Comme l'écrit J.L Reginster,
Pinoncely s'explique sur son geste : il se considère comme un artiste de performance qui donne à ses actions la dimension d'œuvres d'art. Son geste est doublement symbolique. Répondant à la mystification de Duchamp en refaisant de l'urinoir statufié une simple pissotière, il sublime ensuite l'objet par un coup de marteau assassin et lui restitue ainsi le statut artistique auquel il avait été une première fois élevé. Précisons que Duchamp lui-même avait déclaré à propos de sa "Fountain" qu'il avait voulu présenter là un exercice sur la question du goût, que le danger, c'était la délectation artistique et qu'on pouvait "faire avaler n'importe quoi aux gens". Bref, il ne se prenait pas trop au sérieux et se fichait assez ouvertement de ses admirateurs.
Il va sans dire que l’Etat, propriétaire de la « Fountain », ne le voyait pas de cet œil.
En 1998, le tribunal va donc admettre que l'urinoir de Duchamp n'est que mystification, qu'il procède en quelque sorte du paradoxe selon lequel "cela est de l'art parce que je le dis, et je le dis parce que j'ai réuni toutes les conditions pour le dire : je suis célèbre, j'ai daté et signé l'urinoir, j'en ai transformé la posture, je l'ai intitulé "Fountain".

Mais l'action de Pinoncely procède aussi de ce même esprit mystificateur : admettons qu'il urine dans une pissotière mais prétende transfigurer celle-ci en œuvre d'art par la vertu d'un coup de marteau destructeur, relève d'un état d'esprit qui manque de logique. Pinoncely ne peut rendre ainsi artistique un objet dont il a nié qu'il l'était.
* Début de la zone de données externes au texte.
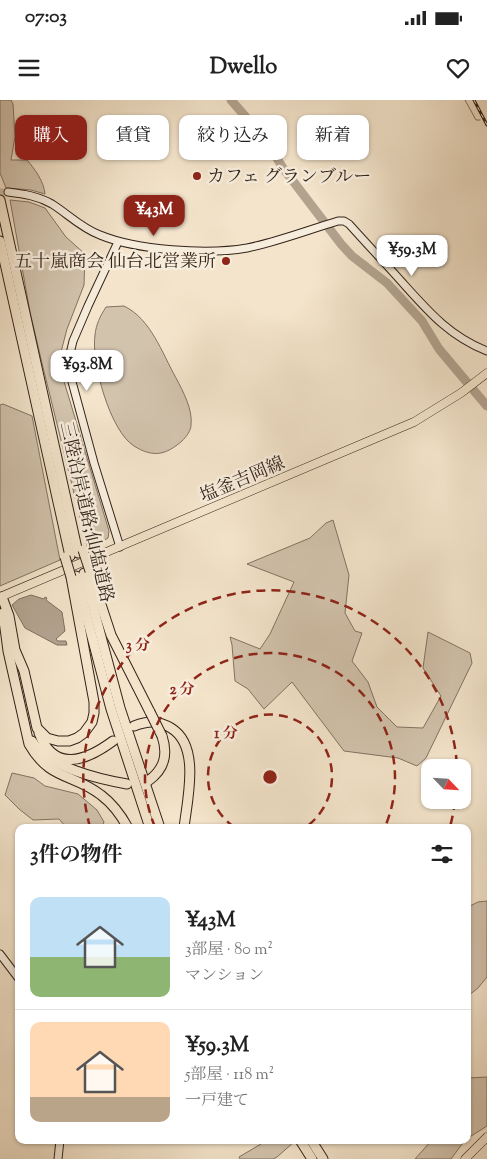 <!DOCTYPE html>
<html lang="ja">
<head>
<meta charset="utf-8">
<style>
	body { margin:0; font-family:"Sorts Mill Goudy","Noto Serif JP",serif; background:#f2f2f2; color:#222; height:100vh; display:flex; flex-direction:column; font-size:19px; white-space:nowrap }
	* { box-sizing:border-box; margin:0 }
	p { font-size:16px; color:#767676 }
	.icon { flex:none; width:28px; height:28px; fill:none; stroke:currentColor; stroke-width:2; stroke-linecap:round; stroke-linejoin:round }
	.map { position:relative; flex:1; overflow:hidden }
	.panel { position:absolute; left:15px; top:724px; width:456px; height:320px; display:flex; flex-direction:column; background:#fff; border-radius:10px; box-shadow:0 1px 4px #0004 }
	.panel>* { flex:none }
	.top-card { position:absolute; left:15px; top:15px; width:458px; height:45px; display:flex; gap:10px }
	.needle { width:32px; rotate:115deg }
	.tools { position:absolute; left:421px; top:659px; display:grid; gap:10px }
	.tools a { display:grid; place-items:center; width:50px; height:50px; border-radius:10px; background:#fff; box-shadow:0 1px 4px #0004; font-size:25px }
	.price { position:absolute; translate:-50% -42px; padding:0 11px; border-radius:10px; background:#fff; color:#222; font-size:16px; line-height:32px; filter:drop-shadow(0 1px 2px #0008) }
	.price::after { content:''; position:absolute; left:50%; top:30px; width:15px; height:11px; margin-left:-8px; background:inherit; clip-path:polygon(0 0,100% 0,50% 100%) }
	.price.current { background:#8f2418; color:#fff }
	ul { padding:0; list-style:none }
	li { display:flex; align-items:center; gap:15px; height:125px; padding:0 15px }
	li+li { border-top:1px solid #e0e0e0 }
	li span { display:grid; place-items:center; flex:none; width:140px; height:100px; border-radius:10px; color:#555 }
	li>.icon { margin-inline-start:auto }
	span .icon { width:60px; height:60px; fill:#fffc; stroke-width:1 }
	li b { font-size:21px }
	h2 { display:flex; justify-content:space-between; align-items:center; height:60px; padding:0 15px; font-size:21px }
	.pill { padding:0 18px; border-radius:10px; background:#fff; box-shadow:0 1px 4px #0004; font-size:18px; line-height:45px }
	.pill.current { background:#8f2418; color:#fff }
	.status { display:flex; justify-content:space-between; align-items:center; height:35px; padding:0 25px; background:#fff; direction:ltr }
	.status svg { height:14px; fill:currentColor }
	header { display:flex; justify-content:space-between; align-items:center; height:65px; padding:0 15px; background:#fff; font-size:22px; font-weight:800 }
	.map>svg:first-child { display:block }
	.green { fill:#d2c3ad; stroke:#827363 }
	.water { fill:#b2a28e; stroke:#7f6f5f }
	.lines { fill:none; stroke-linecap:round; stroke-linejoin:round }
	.stream { stroke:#7f6f5f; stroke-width:1 }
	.river { stroke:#b2a28e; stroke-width:9 }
	.secondary-tunnel { stroke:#cdbda7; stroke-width:7; stroke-dasharray:7 3.5; stroke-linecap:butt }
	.secondary-casing { stroke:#332319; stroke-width:9 }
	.primary-casing { stroke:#332319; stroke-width:9 }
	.highway-casing { stroke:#332319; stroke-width:11 }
	.secondary { stroke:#f7eddd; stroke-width:7 }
	.primary { stroke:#f3e4cb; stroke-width:8 }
	.highway { stroke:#f3e4cb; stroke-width:9 }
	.rail-casing { stroke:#332319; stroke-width:3 }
	.rail { stroke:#f7eddd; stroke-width:1; stroke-dasharray:4; stroke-linecap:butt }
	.highway-bridge-casing { stroke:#332319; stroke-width:11; stroke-linecap:butt }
	.highway-bridge { stroke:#f3e4cb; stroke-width:9 }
	.ring { fill:none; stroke:#8f2418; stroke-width:2.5; stroke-dasharray:9 6 }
	.poi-dot { fill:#8f2418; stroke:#f7eddd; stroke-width:2 }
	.labels { text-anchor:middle; stroke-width:5; stroke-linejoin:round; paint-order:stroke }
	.poi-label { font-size:18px; fill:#332319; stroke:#f7eddd; text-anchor:start }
	.street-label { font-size:18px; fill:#332319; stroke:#f7eddd }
	.centre { fill:#8f2418; stroke:#f7eddd; stroke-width:2.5 }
	.ring-label { font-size:15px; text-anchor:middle; font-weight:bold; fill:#8f2418; stroke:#f7eddd; stroke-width:5; stroke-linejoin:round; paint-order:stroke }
</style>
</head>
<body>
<div class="status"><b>07:03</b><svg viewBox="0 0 49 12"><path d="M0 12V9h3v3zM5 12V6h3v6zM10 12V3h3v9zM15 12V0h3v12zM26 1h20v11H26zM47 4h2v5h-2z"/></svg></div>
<header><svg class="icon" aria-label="menu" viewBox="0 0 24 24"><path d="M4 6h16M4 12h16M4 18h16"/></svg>Dwello<svg class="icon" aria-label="heart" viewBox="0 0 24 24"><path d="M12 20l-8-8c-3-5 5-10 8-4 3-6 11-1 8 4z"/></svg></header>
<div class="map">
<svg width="487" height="1059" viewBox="0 0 487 1059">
	<rect width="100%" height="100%" fill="#f3e4cb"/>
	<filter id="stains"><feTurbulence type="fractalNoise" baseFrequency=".004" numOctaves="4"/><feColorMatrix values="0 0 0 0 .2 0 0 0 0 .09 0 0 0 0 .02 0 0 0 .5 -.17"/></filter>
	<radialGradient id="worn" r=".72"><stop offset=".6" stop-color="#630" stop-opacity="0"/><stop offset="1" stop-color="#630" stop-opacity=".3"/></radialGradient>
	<g class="green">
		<path d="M0 0H11L13 4 15 37 11 60H27C35 69 44 82 45 94L31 90 6 88 0 73Z"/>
		<polygon points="10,100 29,102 45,108 66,137 85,154 84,185 67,229 61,252 63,278 109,431 108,438 88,450 41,259 30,212"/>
		<path d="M124 206C151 219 162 253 176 278 183 291 193 310 191 325 191 331 186 337 182 341 166 355 153 358 134 346 110 331 91 262 95 235 96 225 100 216 106 207Z"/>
		<polygon points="3,304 32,316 60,460 0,486 0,305"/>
		<polygon points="333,420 349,475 345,513 355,531 362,533 352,561 368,582 377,607 397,627 423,628 441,596 423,568 428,532 470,553 472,563 426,658 417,666 398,658 344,651 292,582 264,609 248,589 235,581 232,545 230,537 260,549 270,534 294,482 247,464 310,438 326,423"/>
		<polygon points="12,673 34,678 45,686 78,694 97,710 104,722 102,727 66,727 59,719 33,720 19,709 5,695"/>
		<polygon points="487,801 487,877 478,888 468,896 468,807 478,802"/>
		<polygon points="487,977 487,1026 468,1038 468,978"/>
		<polygon points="258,1040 293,1040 294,1042 277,1057 273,1059 240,1059 239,1057 261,1044"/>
		<polygon points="432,1040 465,1040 451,1059 415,1059"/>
	</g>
	<polygon class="water" points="31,495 44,499 45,497 47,498 46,500 62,512 65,531 56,539 58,541 66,541 67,545 57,545 25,528 12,505 19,499"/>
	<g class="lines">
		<polyline class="stream" points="465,0 476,20 480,20"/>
		<polyline class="river" points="231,0 265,39 283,68 341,144 352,156 387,183 422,221 439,249 487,306"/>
		<polyline class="secondary-tunnel" points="0,92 8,92"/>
		<defs>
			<g id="secondary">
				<path d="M8 92C24 94 38 96 52 104 68 114 81 128 100 135 136 150 207 155 247 148 277 142 308 130 338 121H344L349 124C366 143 384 162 401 181 428 211 449 236 487 251"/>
				<polyline points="118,142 88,206 73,241 69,258 71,278 94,363 120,447"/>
				<polyline points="0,854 19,879"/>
				<polyline points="58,1059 60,1040"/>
			</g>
			<g id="primary">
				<polyline points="0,497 414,322 461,293 487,273"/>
				<polyline points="465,1059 487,1037"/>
			</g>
			<g id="highway">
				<polyline points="0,100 78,453"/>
				<polyline points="0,141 70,456"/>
				<polyline points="90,471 111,535 150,612"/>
				<polyline points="84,473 120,608 160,728"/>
				<polyline points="76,476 111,609 150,728"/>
				<polyline points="2,497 9,516 15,550 24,571 37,628 47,638 58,641 69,641 77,638 84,633 92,622 94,613 94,602 71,477"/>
				<path d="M3 513 8 551 29 644C50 681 73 673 101 695 113 704 121 715 128 728"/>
				<path d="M134 626C148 621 158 620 171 628 201 646 187 700 184 728"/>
				<path d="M39 633C54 673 86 661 113 641"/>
				<path d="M32 641C47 667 99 679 127 684"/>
				<path d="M148 681C165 669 168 654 162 636"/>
				<polyline points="300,1040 312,1059"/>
				<polyline points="311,1040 323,1059"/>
			</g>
		</defs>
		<use href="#secondary" class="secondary-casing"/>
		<use href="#primary" class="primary-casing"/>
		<use href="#highway" class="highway-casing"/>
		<use href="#secondary" class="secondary"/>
		<use href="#primary" class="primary"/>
		<use href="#highway" class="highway"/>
		<defs>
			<polyline id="rail" points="474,0 487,25"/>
		</defs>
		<use href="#rail" class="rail-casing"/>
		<use href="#rail" class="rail"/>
		<defs>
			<g id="highway-bridge">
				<polyline points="83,450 90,471"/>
				<polyline points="65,457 71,477"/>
				<polyline points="150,612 162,636"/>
			</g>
		</defs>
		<use href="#highway-bridge" class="highway-bridge-casing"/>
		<use href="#highway-bridge" class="highway-bridge"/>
	</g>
	<g class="ring">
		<path d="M234 727A62 62 0 1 1 306 727"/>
		<path d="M155 727A125 125 0 1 1 385 727"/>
		<path d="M455 701A187 187 0 0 1 450 727M90 727A187 187 0 1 1 457 667"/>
	</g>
	<g class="poi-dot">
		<circle cx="197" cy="76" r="5"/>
		<circle cx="226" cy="161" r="5"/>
	</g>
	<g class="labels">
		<g class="poi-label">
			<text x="207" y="82">カフェ グランブルー</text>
			<text x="216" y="167" text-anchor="end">五十嵐商会 仙台北営業所</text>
		</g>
		<g class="street-label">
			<text transform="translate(242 379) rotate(-23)" y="6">塩釜吉岡線</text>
			<text transform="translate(87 412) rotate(77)" y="6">三陸沿岸道路;仙塩道路</text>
		</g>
	</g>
	<circle cx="270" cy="677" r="8" class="centre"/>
	<g class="ring-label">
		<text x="138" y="550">3 分</text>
		<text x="182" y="594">2 分</text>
		<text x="226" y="638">1 分</text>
	</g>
	<rect width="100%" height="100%" filter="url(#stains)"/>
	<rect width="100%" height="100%" fill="url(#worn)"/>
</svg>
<div class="tools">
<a><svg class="needle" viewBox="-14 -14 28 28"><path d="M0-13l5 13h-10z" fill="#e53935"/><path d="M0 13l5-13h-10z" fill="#767676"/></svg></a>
</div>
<b class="price current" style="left:154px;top:137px">¥43M</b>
<b class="price" style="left:412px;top:177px">¥59.3M</b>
<b class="price" style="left:87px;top:292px">¥93.8M</b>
<div class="top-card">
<a class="pill current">購入</a>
<a class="pill">賃貸</a>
<a class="pill">絞り込み</a>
<a class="pill">新着</a>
</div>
<section class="panel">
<h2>3件の物件<svg class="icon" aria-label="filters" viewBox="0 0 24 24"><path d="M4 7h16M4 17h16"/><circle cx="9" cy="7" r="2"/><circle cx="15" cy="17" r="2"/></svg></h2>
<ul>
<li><span style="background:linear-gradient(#bfe0f5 60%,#8fb573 0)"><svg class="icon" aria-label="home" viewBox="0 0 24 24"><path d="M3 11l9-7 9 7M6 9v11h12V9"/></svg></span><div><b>¥43M</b><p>3部屋 · 80 m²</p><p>マンション</p></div></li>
<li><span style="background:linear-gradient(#ffd9b3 75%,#b9a48a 0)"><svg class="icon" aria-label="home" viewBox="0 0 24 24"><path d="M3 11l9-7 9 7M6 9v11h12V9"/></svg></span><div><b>¥59.3M</b><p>5部屋 · 118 m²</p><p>一戸建て</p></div></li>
</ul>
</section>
</div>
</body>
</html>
Le Tribunal décide donc de prendre notre homme à son propre jeu : sur la scène de l'art conceptuel, tout devient possible puisqu'il faut accepter le caractère "artistique" de la mystification. Si Pinoncely prétend qu'il a accompli une œuvre d'art en brisant l'urinoir, il admet implicitement que Duchamp avait réalisé une telle œuvre avec sa pissotière. Et il a tenté de s'en attribuer la gloire en greffant sur l'urinoir de Duchamp sa propre vision artistique. Reconnaissant donc la valeur de l'œuvre initiale, il devra indemniser le préjudice causé pour l'avoir dénaturé !
D’autres affaires illustrent cet art de la performance.

Par exemple, le 28 juin 2006, la Cour d'appel de Paris a reconnu que l’inscription du mot "paradis" au-dessus de la porte des toilettes d'un ancien asile [si l'on est un artiste connu] est une oeuvre qui emporte pour conséquence qu’une photographie de cette porte sans autorisation est une contrefaçon. Le procès est porté en cassation (CA Paris, 28 juin 2006, Com. Com. Elec. 2006, 120)
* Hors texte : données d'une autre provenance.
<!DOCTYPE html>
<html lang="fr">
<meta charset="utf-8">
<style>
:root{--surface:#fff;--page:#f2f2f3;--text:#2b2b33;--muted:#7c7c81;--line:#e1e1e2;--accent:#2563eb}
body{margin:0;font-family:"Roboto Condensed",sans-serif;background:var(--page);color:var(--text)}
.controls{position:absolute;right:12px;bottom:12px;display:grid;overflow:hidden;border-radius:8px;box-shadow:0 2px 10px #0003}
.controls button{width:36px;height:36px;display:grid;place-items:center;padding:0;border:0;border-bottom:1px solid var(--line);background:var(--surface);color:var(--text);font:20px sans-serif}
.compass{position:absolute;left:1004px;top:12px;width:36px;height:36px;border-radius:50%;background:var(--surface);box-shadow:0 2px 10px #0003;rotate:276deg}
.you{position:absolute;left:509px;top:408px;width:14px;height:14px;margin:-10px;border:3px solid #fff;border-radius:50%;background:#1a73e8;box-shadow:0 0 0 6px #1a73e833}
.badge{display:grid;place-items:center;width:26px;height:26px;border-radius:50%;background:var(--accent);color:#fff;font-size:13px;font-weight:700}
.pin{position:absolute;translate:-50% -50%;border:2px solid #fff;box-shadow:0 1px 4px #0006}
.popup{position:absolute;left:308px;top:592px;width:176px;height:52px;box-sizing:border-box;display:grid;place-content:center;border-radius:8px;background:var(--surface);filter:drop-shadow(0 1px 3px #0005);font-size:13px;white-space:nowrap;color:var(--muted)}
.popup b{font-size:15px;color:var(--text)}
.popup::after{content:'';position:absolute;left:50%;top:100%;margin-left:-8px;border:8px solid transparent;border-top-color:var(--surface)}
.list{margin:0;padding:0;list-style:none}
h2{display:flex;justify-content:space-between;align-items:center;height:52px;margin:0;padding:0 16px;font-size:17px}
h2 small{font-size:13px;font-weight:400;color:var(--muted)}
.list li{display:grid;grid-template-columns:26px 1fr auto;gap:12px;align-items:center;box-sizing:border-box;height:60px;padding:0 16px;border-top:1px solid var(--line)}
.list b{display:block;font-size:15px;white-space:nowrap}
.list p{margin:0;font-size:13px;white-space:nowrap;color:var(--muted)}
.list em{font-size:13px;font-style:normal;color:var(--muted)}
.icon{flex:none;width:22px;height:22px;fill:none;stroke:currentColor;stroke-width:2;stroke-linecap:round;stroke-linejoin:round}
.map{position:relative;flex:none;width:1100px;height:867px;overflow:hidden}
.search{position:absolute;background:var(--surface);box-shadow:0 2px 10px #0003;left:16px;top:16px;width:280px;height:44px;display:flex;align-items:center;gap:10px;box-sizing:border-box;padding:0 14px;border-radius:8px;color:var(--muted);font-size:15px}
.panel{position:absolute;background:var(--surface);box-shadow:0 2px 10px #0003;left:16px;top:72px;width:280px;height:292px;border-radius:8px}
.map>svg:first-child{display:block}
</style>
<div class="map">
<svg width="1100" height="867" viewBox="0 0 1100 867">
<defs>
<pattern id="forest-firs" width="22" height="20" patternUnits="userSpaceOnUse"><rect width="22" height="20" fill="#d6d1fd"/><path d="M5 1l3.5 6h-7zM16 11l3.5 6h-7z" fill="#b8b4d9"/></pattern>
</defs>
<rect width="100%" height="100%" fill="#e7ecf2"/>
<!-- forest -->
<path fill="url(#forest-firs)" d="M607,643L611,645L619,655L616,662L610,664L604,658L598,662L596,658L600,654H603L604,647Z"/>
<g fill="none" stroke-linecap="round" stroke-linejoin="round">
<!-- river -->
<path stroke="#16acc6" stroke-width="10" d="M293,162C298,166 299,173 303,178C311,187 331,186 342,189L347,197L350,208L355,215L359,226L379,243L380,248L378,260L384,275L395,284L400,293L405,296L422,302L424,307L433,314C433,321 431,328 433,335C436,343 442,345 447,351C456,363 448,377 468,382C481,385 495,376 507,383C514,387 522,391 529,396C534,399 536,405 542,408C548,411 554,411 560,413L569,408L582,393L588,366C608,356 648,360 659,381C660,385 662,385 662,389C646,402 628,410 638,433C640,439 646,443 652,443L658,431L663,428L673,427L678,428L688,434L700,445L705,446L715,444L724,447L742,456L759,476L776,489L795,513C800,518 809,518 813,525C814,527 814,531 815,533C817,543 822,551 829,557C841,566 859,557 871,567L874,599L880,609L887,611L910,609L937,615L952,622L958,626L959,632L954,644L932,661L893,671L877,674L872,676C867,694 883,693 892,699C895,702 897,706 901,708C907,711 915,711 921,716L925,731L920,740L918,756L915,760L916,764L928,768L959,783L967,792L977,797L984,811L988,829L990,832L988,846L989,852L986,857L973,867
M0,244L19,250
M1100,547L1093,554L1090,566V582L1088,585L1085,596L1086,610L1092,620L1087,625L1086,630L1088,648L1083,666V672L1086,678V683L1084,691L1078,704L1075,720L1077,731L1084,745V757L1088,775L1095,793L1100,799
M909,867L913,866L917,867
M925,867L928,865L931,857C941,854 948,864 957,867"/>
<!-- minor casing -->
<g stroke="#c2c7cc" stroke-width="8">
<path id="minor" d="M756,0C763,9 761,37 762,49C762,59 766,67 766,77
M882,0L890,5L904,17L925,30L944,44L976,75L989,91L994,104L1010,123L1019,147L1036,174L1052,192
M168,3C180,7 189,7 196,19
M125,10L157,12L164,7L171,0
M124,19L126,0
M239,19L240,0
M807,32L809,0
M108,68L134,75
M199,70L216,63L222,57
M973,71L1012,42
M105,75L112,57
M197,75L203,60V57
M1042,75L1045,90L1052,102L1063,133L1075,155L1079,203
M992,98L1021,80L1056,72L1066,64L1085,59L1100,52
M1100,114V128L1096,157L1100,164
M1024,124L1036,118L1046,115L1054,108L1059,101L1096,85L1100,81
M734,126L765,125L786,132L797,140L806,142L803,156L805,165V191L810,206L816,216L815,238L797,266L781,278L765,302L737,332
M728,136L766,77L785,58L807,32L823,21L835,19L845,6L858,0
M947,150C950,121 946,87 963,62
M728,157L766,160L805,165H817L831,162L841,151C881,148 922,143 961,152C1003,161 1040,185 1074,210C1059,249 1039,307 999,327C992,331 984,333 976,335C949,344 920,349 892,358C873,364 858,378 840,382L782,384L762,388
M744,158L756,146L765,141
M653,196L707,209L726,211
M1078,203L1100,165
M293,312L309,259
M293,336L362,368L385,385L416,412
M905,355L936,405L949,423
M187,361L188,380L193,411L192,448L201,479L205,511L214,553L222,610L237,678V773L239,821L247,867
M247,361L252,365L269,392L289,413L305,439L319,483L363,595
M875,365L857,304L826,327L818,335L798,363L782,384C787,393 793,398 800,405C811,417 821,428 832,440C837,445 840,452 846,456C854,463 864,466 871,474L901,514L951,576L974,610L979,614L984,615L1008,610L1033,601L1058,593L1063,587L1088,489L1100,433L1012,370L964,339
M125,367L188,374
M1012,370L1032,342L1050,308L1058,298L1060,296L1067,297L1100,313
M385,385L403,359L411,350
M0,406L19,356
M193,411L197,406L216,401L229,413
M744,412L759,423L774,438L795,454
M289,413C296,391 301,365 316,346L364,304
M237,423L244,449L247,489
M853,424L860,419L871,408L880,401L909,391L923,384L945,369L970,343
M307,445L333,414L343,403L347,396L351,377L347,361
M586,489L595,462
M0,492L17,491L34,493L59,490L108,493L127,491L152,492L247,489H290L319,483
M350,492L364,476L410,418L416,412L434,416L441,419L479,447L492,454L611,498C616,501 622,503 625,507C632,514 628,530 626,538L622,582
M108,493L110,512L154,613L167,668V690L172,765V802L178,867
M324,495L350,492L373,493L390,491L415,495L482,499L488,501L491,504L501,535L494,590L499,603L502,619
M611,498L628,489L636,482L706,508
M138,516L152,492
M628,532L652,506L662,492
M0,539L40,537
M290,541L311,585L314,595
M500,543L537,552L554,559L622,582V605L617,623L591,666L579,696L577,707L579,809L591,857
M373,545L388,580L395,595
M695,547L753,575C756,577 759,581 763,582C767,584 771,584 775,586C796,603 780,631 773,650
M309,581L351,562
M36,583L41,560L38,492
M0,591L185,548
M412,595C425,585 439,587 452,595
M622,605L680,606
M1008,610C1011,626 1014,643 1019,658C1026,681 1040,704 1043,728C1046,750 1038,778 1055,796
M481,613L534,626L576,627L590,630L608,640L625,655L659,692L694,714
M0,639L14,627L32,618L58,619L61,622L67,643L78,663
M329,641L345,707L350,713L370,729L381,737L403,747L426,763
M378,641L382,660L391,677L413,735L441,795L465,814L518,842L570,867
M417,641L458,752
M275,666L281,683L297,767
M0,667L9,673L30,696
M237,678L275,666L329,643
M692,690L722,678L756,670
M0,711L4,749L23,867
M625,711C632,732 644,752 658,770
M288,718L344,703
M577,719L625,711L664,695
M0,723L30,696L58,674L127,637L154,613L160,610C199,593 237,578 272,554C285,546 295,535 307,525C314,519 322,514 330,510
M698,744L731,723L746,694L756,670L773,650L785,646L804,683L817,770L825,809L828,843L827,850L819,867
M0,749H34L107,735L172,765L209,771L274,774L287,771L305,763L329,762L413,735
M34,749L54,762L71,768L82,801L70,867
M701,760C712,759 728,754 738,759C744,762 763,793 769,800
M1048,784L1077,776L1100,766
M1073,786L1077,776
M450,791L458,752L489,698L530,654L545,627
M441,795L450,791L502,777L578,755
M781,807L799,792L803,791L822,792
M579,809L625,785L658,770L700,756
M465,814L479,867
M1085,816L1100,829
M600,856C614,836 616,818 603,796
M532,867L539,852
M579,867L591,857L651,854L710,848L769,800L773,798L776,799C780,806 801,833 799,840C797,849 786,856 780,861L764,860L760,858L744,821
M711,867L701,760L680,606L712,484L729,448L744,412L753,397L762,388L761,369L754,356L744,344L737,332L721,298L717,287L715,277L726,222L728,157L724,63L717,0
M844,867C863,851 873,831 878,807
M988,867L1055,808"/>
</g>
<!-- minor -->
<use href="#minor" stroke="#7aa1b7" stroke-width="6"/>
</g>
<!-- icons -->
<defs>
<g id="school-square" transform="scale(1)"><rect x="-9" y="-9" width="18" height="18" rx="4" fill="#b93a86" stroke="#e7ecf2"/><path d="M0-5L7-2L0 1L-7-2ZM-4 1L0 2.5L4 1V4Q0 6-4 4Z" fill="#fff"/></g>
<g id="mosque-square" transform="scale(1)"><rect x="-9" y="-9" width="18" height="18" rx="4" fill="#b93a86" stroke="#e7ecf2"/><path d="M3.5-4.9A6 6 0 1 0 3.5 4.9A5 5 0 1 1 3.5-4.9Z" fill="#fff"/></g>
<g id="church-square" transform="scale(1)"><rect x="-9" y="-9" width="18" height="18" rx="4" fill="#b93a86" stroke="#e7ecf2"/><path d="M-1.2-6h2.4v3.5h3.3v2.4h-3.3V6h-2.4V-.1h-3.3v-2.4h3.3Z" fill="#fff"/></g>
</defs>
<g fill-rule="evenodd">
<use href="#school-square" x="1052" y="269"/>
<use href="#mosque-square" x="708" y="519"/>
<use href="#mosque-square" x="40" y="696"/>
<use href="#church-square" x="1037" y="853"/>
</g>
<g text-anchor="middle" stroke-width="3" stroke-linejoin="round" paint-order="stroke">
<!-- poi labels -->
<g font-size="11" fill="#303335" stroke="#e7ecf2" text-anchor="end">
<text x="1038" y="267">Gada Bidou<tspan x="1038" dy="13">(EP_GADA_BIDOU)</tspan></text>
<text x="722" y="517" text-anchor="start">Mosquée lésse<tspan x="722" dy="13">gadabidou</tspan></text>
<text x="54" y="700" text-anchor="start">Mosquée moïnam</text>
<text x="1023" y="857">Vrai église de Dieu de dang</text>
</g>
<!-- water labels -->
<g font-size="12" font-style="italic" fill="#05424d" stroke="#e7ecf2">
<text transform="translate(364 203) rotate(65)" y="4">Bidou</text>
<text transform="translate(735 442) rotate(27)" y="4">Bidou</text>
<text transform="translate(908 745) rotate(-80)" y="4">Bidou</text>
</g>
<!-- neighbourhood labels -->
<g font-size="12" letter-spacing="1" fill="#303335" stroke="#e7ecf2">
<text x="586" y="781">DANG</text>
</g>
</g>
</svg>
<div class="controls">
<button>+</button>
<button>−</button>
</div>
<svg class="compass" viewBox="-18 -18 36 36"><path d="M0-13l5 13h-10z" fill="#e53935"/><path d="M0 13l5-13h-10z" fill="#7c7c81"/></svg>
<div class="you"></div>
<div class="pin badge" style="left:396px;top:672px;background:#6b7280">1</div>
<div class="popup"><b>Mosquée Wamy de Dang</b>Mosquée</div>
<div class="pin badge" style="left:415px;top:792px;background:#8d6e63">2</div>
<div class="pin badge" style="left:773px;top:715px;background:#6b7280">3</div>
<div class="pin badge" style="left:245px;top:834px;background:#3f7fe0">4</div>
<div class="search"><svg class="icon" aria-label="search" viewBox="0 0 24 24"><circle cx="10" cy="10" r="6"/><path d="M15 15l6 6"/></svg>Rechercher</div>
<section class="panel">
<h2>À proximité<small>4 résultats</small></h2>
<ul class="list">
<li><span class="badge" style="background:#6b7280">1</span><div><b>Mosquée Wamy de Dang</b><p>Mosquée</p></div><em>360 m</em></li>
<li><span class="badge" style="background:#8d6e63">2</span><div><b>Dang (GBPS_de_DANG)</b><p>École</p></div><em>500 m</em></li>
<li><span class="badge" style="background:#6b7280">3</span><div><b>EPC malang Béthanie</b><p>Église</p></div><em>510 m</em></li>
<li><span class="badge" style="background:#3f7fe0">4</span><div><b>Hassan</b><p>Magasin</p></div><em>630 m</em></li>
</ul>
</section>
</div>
Mais alors qu’en sera-t-il de notre artiste et de son baiser apposé sur cette toile blanche estimée tout de même à 2 millions d’euros !

Le Monde déclare qu'il existe un « rapport dissymétrique [entre ce geste et la valeur présumée du tableau] qu’il convient d’interroger et peut-être de corriger ». Selon le journaliste, « assimiler un bisous, un acte d’une infinie tendresse, à du vandalisme peut constituer un dangereux précédent où l’on verrait l’art marchand officialiser sa haine de l’amour ».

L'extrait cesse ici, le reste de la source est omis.